Collected data
*** Block opens ***

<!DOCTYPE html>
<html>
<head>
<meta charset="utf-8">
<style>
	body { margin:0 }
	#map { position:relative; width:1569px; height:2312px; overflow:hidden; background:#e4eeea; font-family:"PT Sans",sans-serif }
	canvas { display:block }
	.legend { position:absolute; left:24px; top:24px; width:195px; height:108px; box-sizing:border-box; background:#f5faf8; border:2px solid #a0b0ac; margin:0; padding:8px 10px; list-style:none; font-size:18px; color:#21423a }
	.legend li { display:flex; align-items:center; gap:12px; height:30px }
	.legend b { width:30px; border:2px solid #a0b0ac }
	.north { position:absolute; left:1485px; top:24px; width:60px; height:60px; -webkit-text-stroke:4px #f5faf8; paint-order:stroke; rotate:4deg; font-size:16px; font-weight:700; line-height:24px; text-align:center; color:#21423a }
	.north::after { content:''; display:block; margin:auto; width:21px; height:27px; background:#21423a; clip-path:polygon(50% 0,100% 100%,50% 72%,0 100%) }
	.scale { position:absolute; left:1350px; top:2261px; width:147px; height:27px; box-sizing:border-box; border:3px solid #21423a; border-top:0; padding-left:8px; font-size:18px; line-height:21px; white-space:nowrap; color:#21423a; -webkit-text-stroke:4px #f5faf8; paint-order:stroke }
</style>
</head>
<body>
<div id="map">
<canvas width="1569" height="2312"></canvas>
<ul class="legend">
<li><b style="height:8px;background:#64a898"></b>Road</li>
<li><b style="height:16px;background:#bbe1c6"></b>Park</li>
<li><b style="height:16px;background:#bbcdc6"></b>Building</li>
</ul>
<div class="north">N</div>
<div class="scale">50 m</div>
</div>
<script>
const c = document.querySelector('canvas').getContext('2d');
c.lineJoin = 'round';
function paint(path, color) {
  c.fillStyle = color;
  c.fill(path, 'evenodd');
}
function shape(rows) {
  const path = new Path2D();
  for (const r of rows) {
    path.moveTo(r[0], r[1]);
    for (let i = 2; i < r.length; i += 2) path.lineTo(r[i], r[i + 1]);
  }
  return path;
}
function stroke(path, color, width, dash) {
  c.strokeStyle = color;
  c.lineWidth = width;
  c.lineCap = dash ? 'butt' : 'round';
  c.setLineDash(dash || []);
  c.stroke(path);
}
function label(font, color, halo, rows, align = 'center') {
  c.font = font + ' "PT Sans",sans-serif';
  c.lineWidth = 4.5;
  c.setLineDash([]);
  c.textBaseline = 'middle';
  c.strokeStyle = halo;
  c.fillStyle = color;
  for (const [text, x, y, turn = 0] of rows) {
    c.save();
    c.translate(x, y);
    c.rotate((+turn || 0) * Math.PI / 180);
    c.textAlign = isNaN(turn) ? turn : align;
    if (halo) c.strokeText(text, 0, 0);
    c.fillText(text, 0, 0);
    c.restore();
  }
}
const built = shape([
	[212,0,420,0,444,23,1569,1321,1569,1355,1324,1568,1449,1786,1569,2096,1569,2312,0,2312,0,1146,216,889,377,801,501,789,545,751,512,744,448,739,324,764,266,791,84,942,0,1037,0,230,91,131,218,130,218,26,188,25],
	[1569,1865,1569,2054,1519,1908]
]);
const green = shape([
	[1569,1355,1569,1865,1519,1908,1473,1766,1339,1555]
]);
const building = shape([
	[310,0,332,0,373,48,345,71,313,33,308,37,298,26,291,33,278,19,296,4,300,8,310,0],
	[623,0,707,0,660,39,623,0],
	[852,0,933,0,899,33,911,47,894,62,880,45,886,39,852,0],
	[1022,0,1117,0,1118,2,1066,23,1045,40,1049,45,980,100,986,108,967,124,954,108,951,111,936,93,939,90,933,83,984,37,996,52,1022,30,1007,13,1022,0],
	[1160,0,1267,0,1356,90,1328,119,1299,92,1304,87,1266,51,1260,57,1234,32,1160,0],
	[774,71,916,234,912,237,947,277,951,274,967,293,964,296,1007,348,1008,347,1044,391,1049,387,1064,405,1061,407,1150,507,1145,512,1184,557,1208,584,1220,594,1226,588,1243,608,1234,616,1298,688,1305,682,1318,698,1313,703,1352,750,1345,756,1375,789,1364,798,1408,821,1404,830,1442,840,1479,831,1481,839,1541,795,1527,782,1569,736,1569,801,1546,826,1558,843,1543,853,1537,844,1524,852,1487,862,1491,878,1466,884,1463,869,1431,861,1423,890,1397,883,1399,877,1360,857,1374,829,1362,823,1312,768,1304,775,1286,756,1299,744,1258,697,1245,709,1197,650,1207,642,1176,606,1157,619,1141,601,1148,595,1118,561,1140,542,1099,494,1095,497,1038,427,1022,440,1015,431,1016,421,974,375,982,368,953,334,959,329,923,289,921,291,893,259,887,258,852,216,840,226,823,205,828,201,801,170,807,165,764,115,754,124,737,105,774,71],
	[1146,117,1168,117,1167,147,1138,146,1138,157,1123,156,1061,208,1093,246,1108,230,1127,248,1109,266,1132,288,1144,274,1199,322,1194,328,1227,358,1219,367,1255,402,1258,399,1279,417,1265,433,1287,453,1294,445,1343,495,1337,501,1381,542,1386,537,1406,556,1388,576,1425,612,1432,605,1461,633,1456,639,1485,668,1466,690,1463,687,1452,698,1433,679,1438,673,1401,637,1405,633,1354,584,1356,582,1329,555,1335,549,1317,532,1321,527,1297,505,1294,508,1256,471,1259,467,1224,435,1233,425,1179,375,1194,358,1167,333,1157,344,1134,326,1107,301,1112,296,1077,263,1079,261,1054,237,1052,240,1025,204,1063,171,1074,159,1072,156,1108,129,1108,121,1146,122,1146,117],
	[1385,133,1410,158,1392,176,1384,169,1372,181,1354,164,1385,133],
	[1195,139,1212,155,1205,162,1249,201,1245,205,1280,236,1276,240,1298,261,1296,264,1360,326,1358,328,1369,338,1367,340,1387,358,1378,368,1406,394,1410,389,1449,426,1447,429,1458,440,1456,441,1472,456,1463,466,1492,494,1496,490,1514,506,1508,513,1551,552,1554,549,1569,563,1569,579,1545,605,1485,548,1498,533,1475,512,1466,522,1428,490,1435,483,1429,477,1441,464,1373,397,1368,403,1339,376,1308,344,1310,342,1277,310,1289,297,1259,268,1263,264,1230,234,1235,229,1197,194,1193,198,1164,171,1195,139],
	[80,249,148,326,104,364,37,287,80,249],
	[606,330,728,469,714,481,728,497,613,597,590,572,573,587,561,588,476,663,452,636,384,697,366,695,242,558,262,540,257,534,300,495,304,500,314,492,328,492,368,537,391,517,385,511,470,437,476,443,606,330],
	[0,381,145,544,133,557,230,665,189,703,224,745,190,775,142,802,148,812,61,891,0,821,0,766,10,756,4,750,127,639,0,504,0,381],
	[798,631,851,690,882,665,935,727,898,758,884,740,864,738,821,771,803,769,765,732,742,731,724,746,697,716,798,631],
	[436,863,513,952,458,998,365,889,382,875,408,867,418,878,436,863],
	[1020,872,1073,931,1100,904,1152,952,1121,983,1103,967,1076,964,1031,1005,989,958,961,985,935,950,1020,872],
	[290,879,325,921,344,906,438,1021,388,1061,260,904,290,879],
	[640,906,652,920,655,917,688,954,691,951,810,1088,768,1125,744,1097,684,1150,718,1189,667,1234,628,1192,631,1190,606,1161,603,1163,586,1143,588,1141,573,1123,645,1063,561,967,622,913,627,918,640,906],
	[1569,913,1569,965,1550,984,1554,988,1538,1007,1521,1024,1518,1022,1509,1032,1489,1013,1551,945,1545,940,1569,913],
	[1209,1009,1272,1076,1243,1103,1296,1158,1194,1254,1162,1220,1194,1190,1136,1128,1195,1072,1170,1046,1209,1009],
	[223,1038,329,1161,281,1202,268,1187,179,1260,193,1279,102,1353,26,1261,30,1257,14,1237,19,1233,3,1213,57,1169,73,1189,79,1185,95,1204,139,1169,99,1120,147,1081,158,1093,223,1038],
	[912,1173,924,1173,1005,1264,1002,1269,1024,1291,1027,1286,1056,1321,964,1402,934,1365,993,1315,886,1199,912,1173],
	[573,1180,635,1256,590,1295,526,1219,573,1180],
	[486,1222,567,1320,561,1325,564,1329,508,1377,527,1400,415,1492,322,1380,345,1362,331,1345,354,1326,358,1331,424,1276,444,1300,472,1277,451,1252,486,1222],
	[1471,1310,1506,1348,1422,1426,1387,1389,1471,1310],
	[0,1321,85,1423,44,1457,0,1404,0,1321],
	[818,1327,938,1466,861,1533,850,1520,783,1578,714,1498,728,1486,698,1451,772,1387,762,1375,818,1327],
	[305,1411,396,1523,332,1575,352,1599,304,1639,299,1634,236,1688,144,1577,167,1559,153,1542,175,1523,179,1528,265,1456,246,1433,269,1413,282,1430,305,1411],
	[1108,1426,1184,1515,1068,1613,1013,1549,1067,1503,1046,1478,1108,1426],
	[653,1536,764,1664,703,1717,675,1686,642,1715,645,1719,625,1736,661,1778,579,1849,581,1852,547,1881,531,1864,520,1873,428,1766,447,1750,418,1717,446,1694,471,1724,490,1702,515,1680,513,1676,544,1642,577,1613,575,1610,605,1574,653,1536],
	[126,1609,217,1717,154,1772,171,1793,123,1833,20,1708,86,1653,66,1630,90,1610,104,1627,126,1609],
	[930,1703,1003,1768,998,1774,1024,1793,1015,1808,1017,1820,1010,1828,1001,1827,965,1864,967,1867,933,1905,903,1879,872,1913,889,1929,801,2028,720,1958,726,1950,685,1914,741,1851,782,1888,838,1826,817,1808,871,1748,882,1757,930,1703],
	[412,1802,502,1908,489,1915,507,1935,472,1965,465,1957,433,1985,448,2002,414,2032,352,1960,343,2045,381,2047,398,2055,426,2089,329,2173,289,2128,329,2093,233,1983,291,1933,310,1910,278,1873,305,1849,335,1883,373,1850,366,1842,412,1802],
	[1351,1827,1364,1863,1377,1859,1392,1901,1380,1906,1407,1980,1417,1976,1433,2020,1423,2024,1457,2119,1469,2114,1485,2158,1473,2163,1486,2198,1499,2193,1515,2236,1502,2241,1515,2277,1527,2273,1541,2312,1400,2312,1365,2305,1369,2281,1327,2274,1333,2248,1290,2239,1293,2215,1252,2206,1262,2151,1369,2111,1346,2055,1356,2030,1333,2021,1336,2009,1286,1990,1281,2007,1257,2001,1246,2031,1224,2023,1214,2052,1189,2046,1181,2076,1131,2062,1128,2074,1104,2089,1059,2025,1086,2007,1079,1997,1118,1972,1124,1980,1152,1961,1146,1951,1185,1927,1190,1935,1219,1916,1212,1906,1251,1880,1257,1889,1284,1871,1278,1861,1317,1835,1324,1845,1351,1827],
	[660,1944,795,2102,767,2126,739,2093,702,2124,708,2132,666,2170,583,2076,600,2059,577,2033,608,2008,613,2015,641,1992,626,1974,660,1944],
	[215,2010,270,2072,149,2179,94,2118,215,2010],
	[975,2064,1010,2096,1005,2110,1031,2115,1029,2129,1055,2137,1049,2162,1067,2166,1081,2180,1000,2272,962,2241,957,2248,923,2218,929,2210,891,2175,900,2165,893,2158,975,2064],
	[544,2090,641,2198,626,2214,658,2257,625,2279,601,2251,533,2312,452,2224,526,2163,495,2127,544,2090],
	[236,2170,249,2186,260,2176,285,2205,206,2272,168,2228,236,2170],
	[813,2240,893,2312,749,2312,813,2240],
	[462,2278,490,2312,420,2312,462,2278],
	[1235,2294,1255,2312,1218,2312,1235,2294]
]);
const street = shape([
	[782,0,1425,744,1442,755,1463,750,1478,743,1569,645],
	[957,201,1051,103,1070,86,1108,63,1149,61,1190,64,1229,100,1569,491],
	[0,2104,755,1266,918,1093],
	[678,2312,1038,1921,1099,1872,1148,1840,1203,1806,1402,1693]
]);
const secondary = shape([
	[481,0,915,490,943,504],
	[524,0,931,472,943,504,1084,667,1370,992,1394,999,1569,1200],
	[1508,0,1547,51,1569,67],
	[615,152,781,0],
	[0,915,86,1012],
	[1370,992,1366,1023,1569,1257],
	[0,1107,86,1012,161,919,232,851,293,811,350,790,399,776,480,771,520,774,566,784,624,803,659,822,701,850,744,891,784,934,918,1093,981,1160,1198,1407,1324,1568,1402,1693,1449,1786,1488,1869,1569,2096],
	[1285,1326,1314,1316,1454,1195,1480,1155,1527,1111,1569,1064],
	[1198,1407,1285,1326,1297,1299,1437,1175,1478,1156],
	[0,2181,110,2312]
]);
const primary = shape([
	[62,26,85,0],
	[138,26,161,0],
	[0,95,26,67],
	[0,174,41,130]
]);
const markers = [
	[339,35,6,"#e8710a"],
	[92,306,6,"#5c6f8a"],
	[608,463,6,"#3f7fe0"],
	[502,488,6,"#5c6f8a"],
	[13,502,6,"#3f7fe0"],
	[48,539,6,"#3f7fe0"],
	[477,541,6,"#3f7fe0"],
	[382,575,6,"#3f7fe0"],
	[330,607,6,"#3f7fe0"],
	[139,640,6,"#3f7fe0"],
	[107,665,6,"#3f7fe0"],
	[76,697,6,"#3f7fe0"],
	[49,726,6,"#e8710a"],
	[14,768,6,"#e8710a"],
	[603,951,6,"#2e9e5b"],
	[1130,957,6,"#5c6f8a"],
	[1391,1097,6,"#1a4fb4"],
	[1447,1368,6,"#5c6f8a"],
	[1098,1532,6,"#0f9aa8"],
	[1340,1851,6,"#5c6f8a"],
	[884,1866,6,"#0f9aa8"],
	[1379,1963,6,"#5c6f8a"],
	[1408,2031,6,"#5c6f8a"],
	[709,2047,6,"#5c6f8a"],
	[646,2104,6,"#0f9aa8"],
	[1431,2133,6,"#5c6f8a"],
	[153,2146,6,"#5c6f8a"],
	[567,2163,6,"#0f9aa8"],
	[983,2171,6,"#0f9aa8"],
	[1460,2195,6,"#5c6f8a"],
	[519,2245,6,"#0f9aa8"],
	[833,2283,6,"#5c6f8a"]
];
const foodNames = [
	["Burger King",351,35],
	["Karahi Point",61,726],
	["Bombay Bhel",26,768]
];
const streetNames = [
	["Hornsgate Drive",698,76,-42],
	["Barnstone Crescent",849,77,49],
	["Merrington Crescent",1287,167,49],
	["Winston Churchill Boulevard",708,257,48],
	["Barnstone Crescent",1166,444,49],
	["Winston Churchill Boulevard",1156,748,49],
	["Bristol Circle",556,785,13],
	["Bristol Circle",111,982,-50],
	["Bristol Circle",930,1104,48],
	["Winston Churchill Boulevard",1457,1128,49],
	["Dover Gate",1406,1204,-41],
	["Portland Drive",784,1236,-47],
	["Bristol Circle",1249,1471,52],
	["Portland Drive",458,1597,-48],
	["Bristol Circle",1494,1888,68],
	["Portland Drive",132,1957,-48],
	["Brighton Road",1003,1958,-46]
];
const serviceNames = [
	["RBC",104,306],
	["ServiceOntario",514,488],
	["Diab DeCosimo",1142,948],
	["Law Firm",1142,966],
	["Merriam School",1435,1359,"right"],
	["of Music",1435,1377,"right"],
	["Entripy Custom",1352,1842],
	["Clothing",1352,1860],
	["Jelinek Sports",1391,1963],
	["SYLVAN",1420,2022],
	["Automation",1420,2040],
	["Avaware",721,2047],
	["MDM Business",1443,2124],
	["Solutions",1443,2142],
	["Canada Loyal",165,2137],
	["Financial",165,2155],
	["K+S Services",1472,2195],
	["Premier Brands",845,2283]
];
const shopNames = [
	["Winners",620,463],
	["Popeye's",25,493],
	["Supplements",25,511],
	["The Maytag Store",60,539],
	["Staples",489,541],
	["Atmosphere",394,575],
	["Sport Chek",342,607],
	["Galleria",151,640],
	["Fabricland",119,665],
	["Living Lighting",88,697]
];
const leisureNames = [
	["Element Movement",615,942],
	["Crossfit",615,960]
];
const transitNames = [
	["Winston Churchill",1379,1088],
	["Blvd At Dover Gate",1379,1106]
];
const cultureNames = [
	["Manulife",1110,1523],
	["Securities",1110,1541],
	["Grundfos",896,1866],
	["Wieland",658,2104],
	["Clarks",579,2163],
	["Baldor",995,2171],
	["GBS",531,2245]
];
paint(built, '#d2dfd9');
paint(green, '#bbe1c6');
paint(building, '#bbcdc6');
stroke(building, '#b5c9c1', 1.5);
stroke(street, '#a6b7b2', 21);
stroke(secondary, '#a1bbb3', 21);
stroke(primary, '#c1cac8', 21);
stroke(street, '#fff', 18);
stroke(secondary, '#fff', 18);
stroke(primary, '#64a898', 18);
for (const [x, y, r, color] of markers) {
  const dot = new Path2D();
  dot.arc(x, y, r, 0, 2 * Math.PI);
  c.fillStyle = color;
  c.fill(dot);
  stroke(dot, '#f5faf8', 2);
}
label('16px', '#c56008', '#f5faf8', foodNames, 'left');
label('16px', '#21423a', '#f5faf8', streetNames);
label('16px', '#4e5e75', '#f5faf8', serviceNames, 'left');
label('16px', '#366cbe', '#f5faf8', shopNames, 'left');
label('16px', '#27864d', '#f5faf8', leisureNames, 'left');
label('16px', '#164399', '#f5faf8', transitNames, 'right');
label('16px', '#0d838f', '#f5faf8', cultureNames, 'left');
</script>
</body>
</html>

*** Block closes ***

What to produce: Return a copy of each line in the records above that has "Churchill" in it.

Worked solution:
	["Winston Churchill Boulevard",708,257,48],
	["Winston Churchill Boulevard",1156,748,49],
	["Winston Churchill Boulevard",1457,1128,49],
	["Winston Churchill",1379,1088],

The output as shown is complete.